Just Because You’re An Analyst Doesn’t Mean You’re Not A Designer

Ever heard an analyst or scientist say: “I’m not very good at making presentations” or an engineer say: “I really suck at UI design”? Or, perhaps one of my biggest bugbears: “I just can’t make things look pretty…”?

Why does that frustrate me so much? Because it does a complete injustice to what design is.

“Design is not just what it looks like and feels like. Design is how it works.” – Steve Jobs

So, maybe as an analyst (or someone in any ‘technical’ field), you’re thinking: “but my job isn’t about design, I build the insert technical project here and then it’s up to other people with different skill sets to digest and then ‘sell’ the findings/product.”

Unfortunately, at some point, your work will need to be passed from your brain to somebody else’s, and when that happens, you’ll need to follow design principles to be effective. Another way of describing design is:

The articulation of your abstract thoughts being expressed to others.

This is as true for making a presentation, painting an oil masterpiece, or for making the UI of a new app as it is for sharing code with your colleagues. If these things aren’t designed (and designed well) meaning will be lost, purpose will be lost and the result will be less than optimal.

If you’d like a full deep-dive analysis of some of the design principles or the psychology of people, I couldn’t recommend highly enough ‘The Design of Everyday Things’ by Don Norman. Norman articulates these ideas (and more) in great detail and lays out a number of principles you should consider throughout your creative process. And yes, as an analyst/developer you are being creative.

Today, I’ll run through three of his seven principles, showing how they can help you better communicate your analytics to stakeholders regardless of whether or not they’re technical.

Principle 1 – Discoverability

Discoverability is the art of showing that this isn’t all there is; this is just the beginning.

In the context of ‘Design of Everyday Things’, this is the idea that users should be aware of what’s possible, and also what is not, within whatever system they use.

In the context of analytics, your stakeholders should be aware of what is possible with the methodologies you’ve chosen. Perhaps they know other teams internally that could use it or future pipeline projects that you aren’t yet aware of.

In practice, this means that the design of your communications should reflect where the methodology might take them and the opportunities it can create for their business.

Principle 2 – Feedback

Feedback refers to continuous information about the results of actions. If you click the login button on a system and nothing happens, that’s a source of real frustration. This is why we invented loading screens/icons, notification boxes and Clippy (though maybe the less said about that last one, the better…).

This is especially pertinent for builders of dashboards or analytics apps – if I’ve changed a filter, I don’t mind if it takes a while to retrieve the data, but I need know that it’s busy getting what I asked for.

But we can extend the concept of action and reaction further. Sales people have known for a long time that examples sell better than theory – which is why customer testimonials are highly effective.

Providing scenarios of analysis in use, and demonstrating how it can save the business cold hard cash will get a much greater buy in to your analytics than any amount of technical jargon. This is a method often used to great effect with Econometrics and scenario planning of marketing budgets.

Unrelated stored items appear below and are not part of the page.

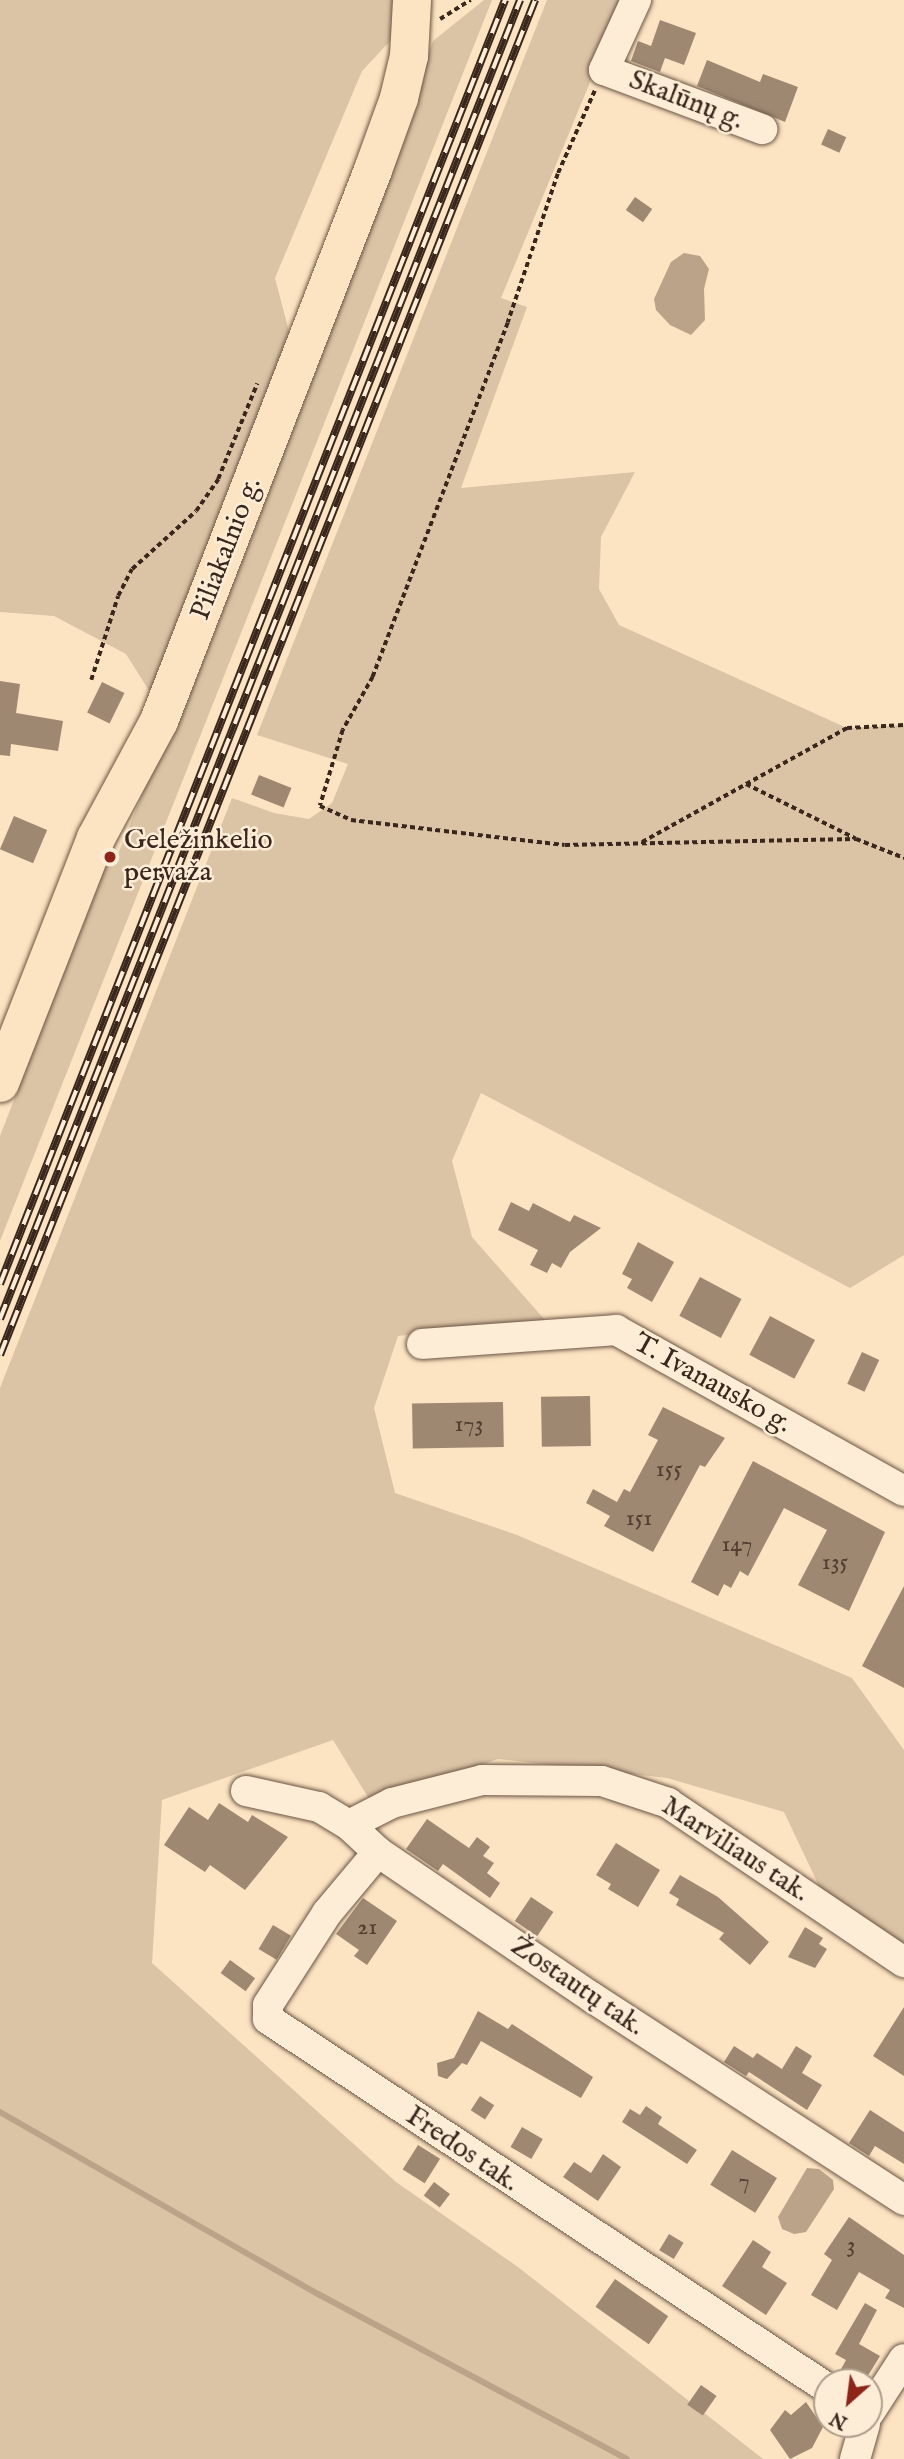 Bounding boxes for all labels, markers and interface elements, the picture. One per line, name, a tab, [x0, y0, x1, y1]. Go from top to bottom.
street label: Skalūnų g.	[624, 64, 748, 138]
street label: Piliakalnio g.	[184, 473, 270, 625]
place label: Geležinkelio pervaža	[124, 824, 273, 890]
marker: Geležinkelio pervaža	[102, 849, 118, 865]
street label: T. Ivanausko g.	[627, 1327, 797, 1441]
house number: 173	[454, 1411, 484, 1439]
house number: 155	[656, 1456, 682, 1484]
house number: 151	[626, 1505, 652, 1533]
house number: 147	[721, 1531, 753, 1559]
house number: 135	[822, 1549, 848, 1577]
street label: Marviliaus tak.	[655, 1790, 815, 1910]
house number: 21	[357, 1914, 377, 1942]
street label: Žostautų tak.	[504, 1930, 650, 2044]
street label: Fredos tak.	[399, 2100, 525, 2200]
house number: 7	[738, 2168, 750, 2196]
house number: 3	[847, 2232, 855, 2260]
north arrow	[813, 2368, 883, 2438]
text: N	[826, 2405, 852, 2434] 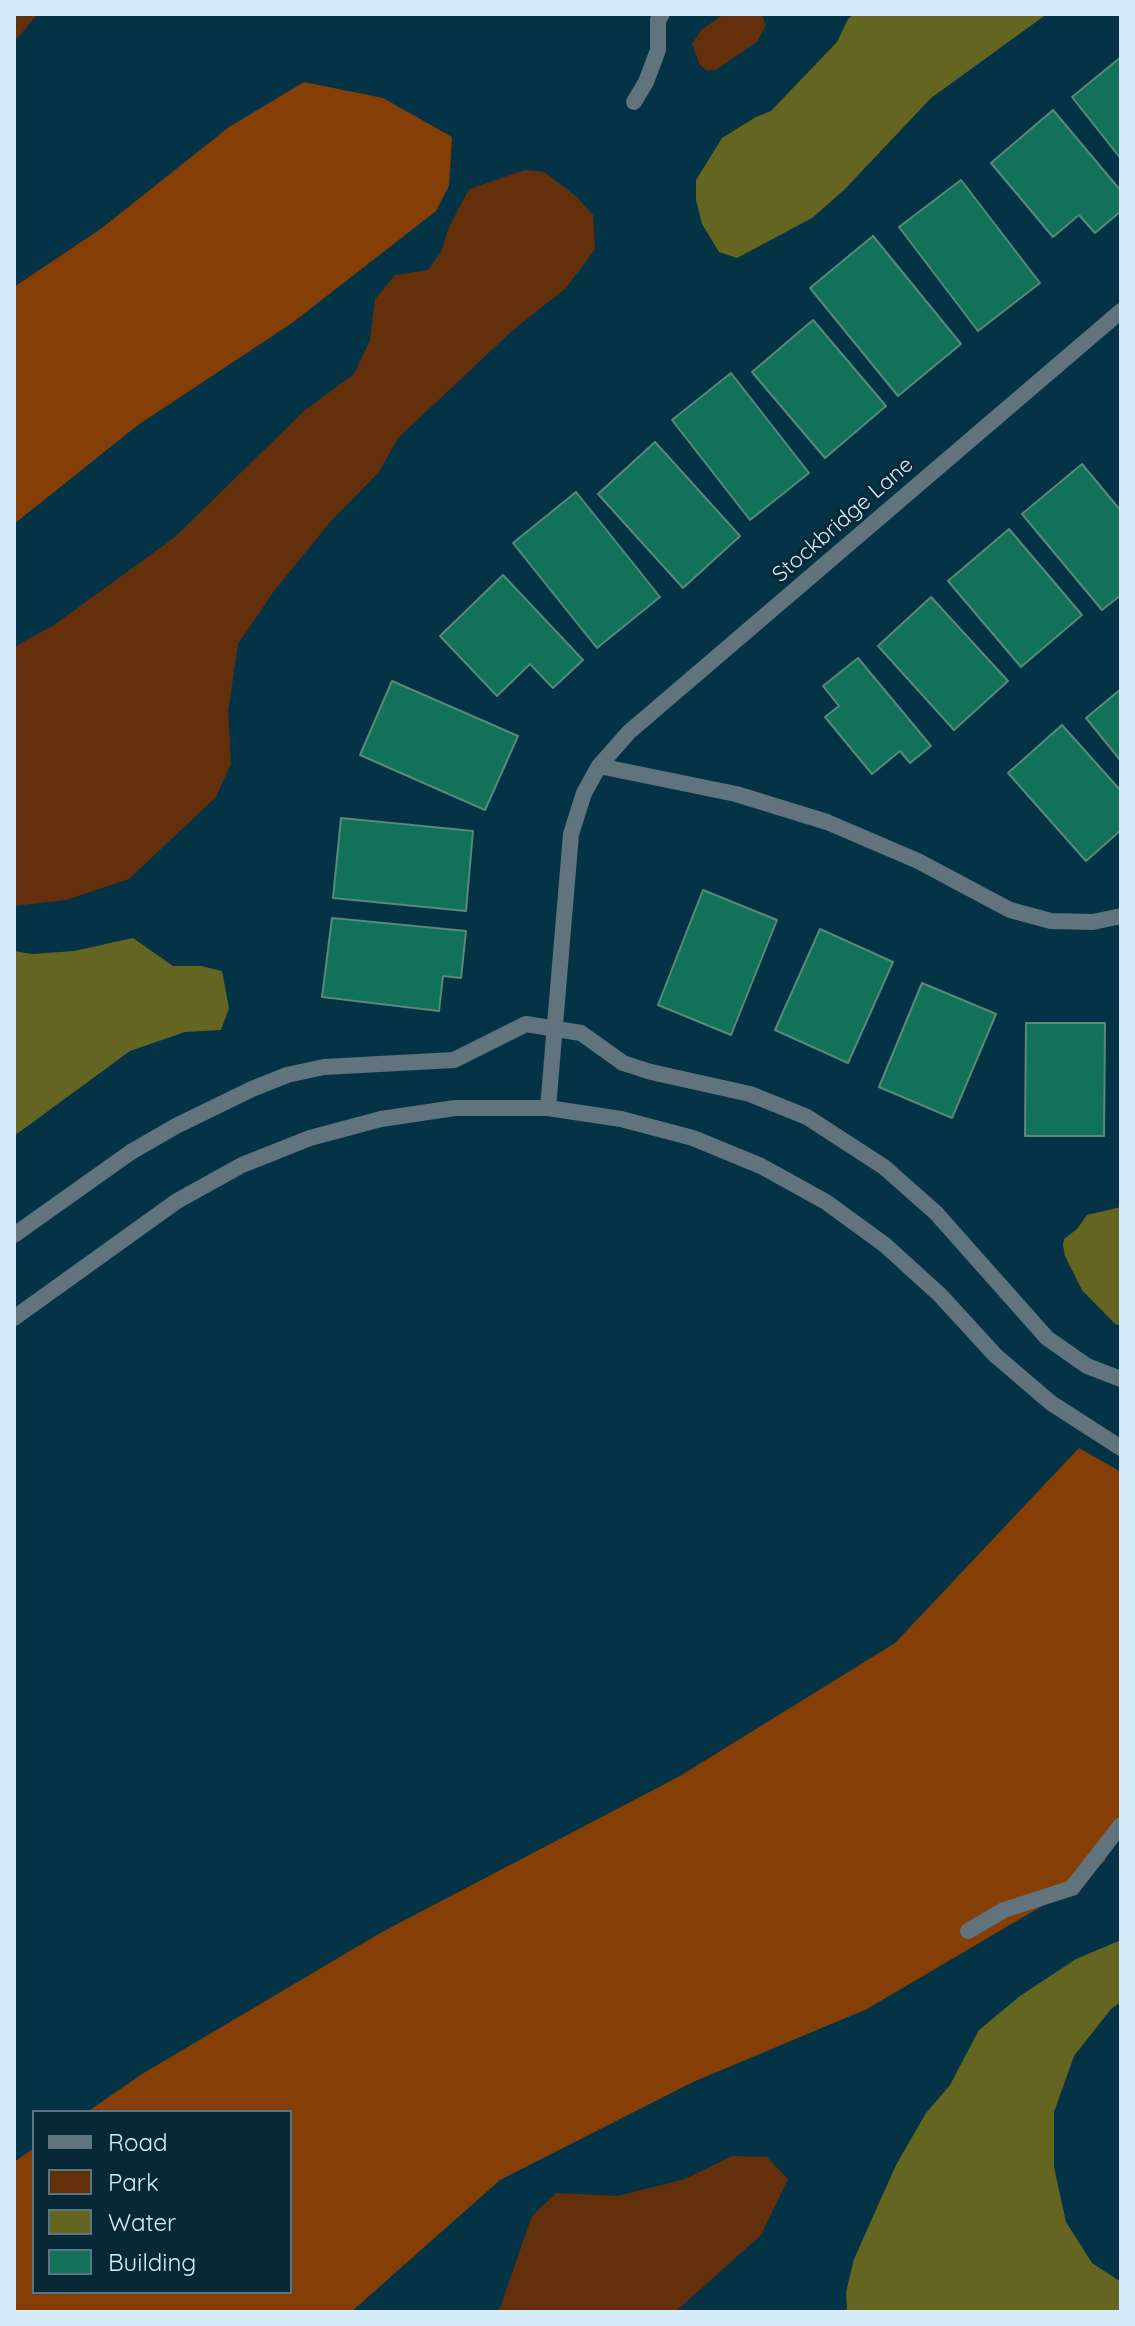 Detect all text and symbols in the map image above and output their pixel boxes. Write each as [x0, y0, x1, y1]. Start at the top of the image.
street label: Stockbridge Lane [767, 452, 919, 588]
legend [32, 2110, 292, 2294]
text: Road [108, 2127, 168, 2157]
text: Park [108, 2167, 159, 2197]
text: Water [108, 2207, 176, 2237]
text: Building [108, 2247, 196, 2277]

This brings us to another important point: your communications should take into consideration that people want to know what they should do with your insights and what possible reactions might occur. Answer the question: “Okay that’s interesting, but what’s the point and why should I care?” Remember, the business got this far without your analysis…

Principle 3 – Conceptual Model

This is arguably the most important of the three principles in this blog.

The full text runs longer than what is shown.